Stand-up Comedy is's tough

Here's the deal. In the next book I write, I want to have a stand-up comedian be the lead character. The problem is, writing stand-up comedy patter is hard. Part of the problem, I think, is writing funny stuff doesn't read as well without the nuances, pauses, different

I consider myself a relatively amusing person. Of course my wife would disagree, but then again her poor suffering soul has to put up with my perceived "wit" on a daily basis. Her usual response doesn't evoke much confidence in my mad comedic skills. If they gave out gold medals for eye-rolls, she'd be mounting that dang podium. Serious good eye-rolls. Several orbits around her brain, then her eyes finally settle on me with an exhausted glare.

So I put it out to you. Let me know if this is funny or not. Keep in mind this is my character ranting, not myself. Oh, and as a back-door fail-safe, I should mention he's not the best stand-up comic around.

So. I have a daughter. She just turned eleven. 

She bugs the crap outta' me with a lotta' tough questions. 

"Dad, why is the sky blue?"

"Because it's prettier then brown." 

"Why did you divorce my mom?" 

"Because murder's not nice."

Anyway. I love her more than I can say. I just don't like her too much. I know, right? Parents? Let's hear it.

The other day we were sitting in the park. A couple of goth kids walked by us...the whole white mime make-up caked on, chains dragging like they lost their dogs, everything.

My daughter says, "Dad, look, vampires. I didn't think they came out in the day."

Okay. The comedian in me was proud of her. The father? Not so much. Especially since she used her outdoor voice. Yeah, we were outdoors, but times like that? Indoor voice. Especially since I didn't want to get bitten. 

So, I said, "Serena, it's not nice to make fun of people." 

"But, Dad, you do it all the time. For money."

I thought...wait, what, am I a professional exploiter? The pimp of comedy? They say kids are 50-50 of their parents. So if my daughter's a 50% jerk, does that make me a 100% ***hole?

So, I said, "Um...I do it for fun."

"You just said it's not nice to make fun of people!"

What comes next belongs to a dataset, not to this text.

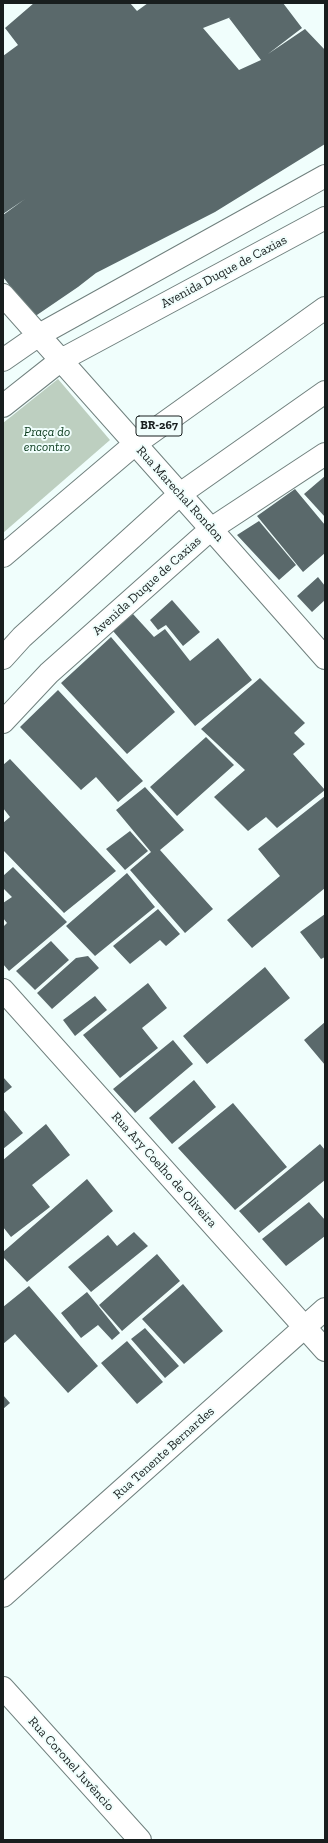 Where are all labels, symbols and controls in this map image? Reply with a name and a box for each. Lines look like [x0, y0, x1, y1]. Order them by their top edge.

"Shut up, eat your corn-dog. Let's go."

Okay. There you have it. Is this of the sucky variety or does it not sucketh (and not in the vampirish way)?


  1. Sort of a Don Rickles vibe. Maybe a little more kinder and gentler to daughter-dearest. She may not have learned the "murder's not nice" bit yet.

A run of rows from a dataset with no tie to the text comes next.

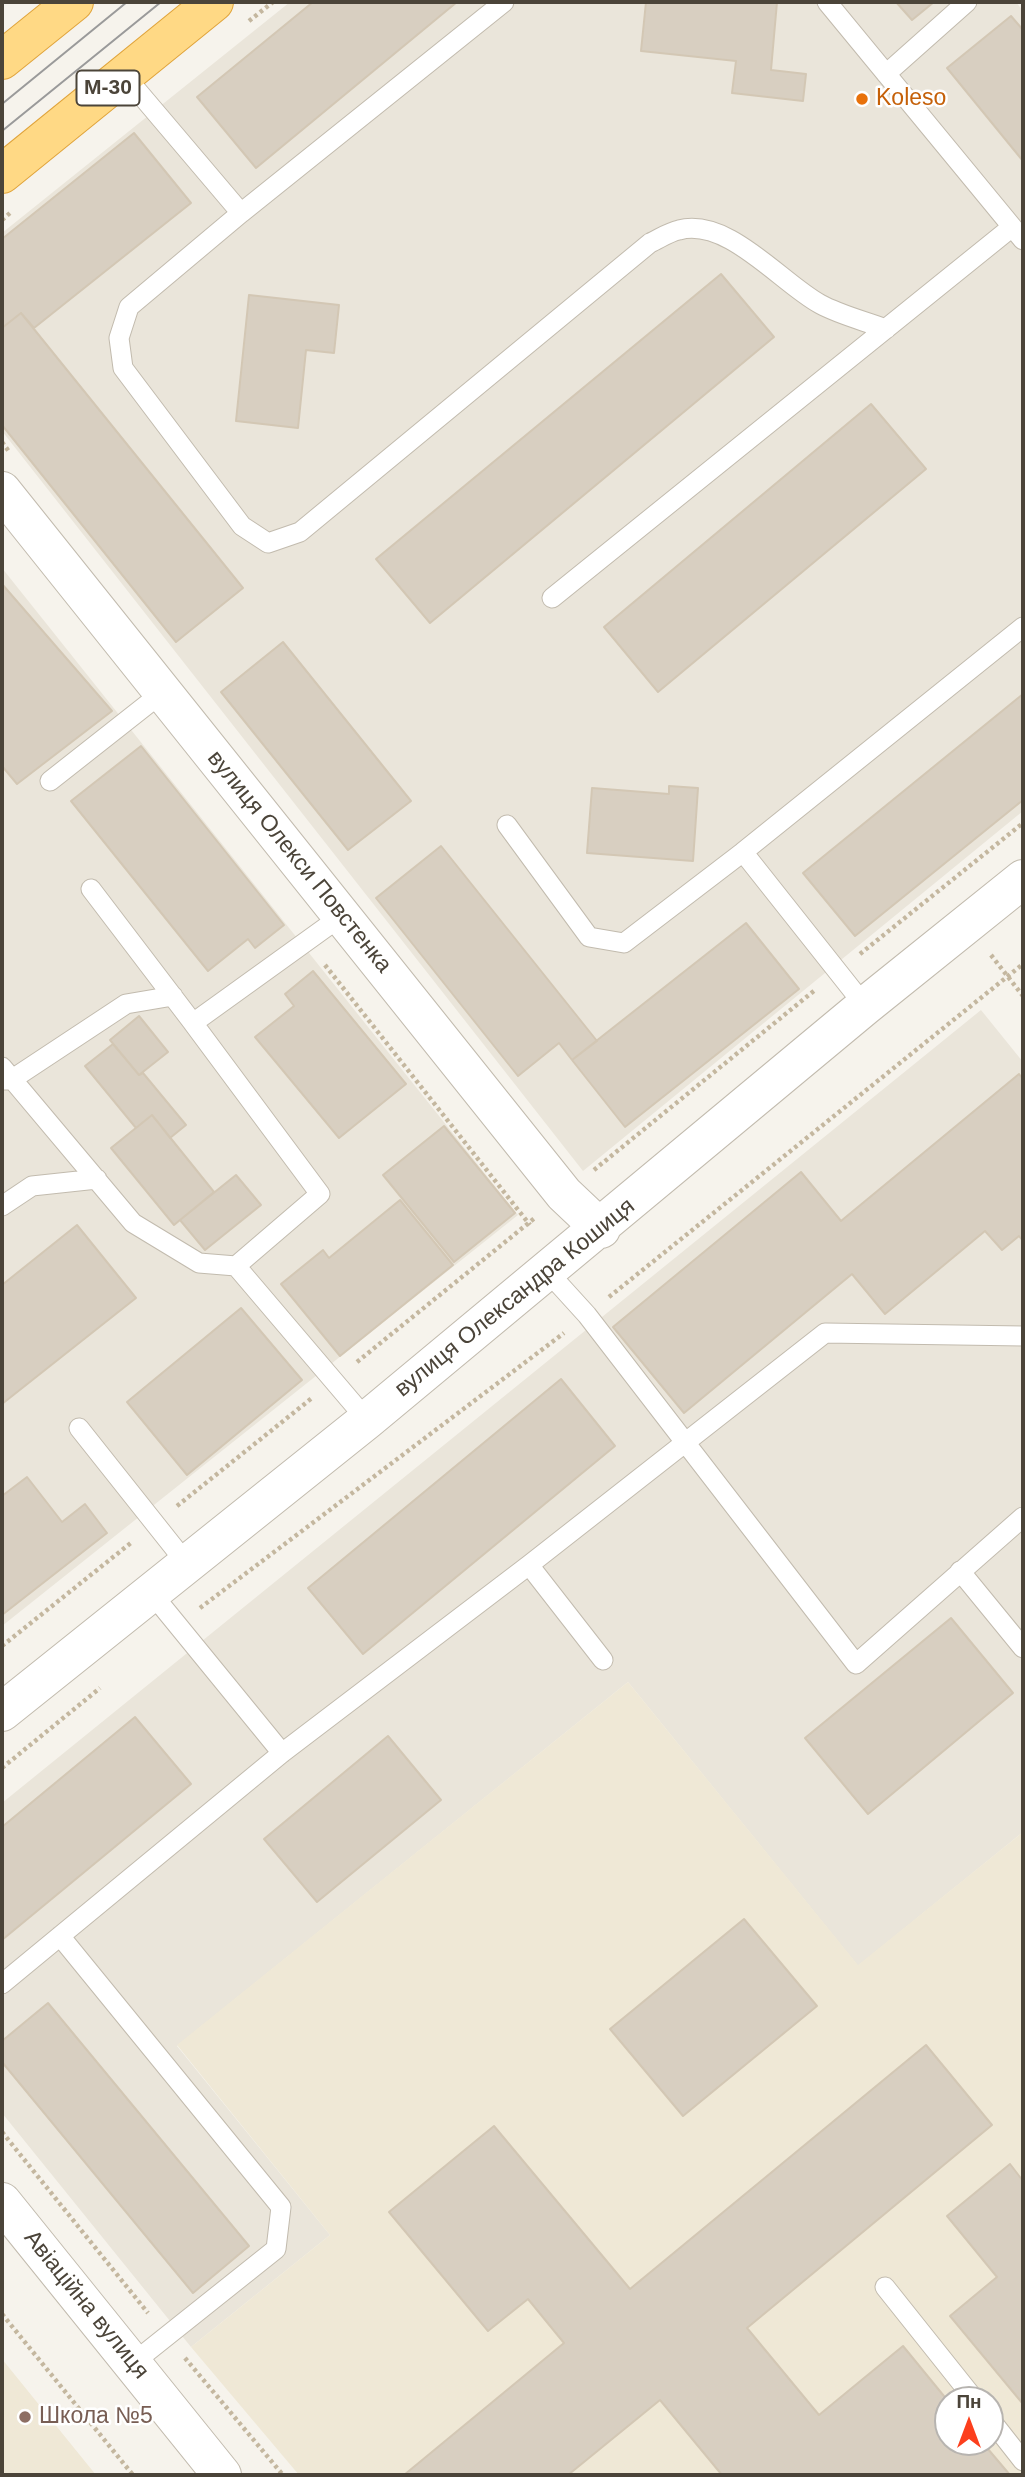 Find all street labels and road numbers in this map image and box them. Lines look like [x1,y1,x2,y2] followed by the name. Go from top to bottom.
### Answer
[76,70,140,106] road number: М-30
[201,745,397,979] street label: вулиця Олекси Повстенка
[389,1193,641,1403] street label: вулиця Олександра Кошиця
[18,2225,154,2385] street label: Авіаційна вулиця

    1. Ah, Marva, comedy's all about confrontation. Remember (*wink*) this is my character, not me. Even if my daughter intuited I was writing about her, she can handle it. She's contemplated murdering me several times. What stays in the family, slays in the family. Ouch! I'll be here all night, ladies and gentlemen!

  2. I found it funny. I was imagining someone with a strong New York or New Jersey accent. Loved the part about the goth kids with chains like they lost their dogs. It would help If I knew who the comedian was and what his stage persona is supposed to be. Is his stage persona different from his real-life persona? I image he tries to be very caustic on stage.

    1. Thanks, Jeff. I'm just starting writing this book. But if I pull off what I'd like to, the character is all bluster on-stage, quite withdrawn and insecure off-stage. I think that's the way a lot of comedians are, utilizing the stage to exorcise their demons. Better than a therapist's couch.

  3. I thought it was funnier before you started the rant. I liked the bit about the vampires and getting bitten and the dog lost bit.

  4. Tragedy is easy. Comedy is hard. How do you write comedy? You sit in the corner bashing yourself in the head with a brick until something falls out that's funny. I hope your head is okay, Stuart, because this is quite funny.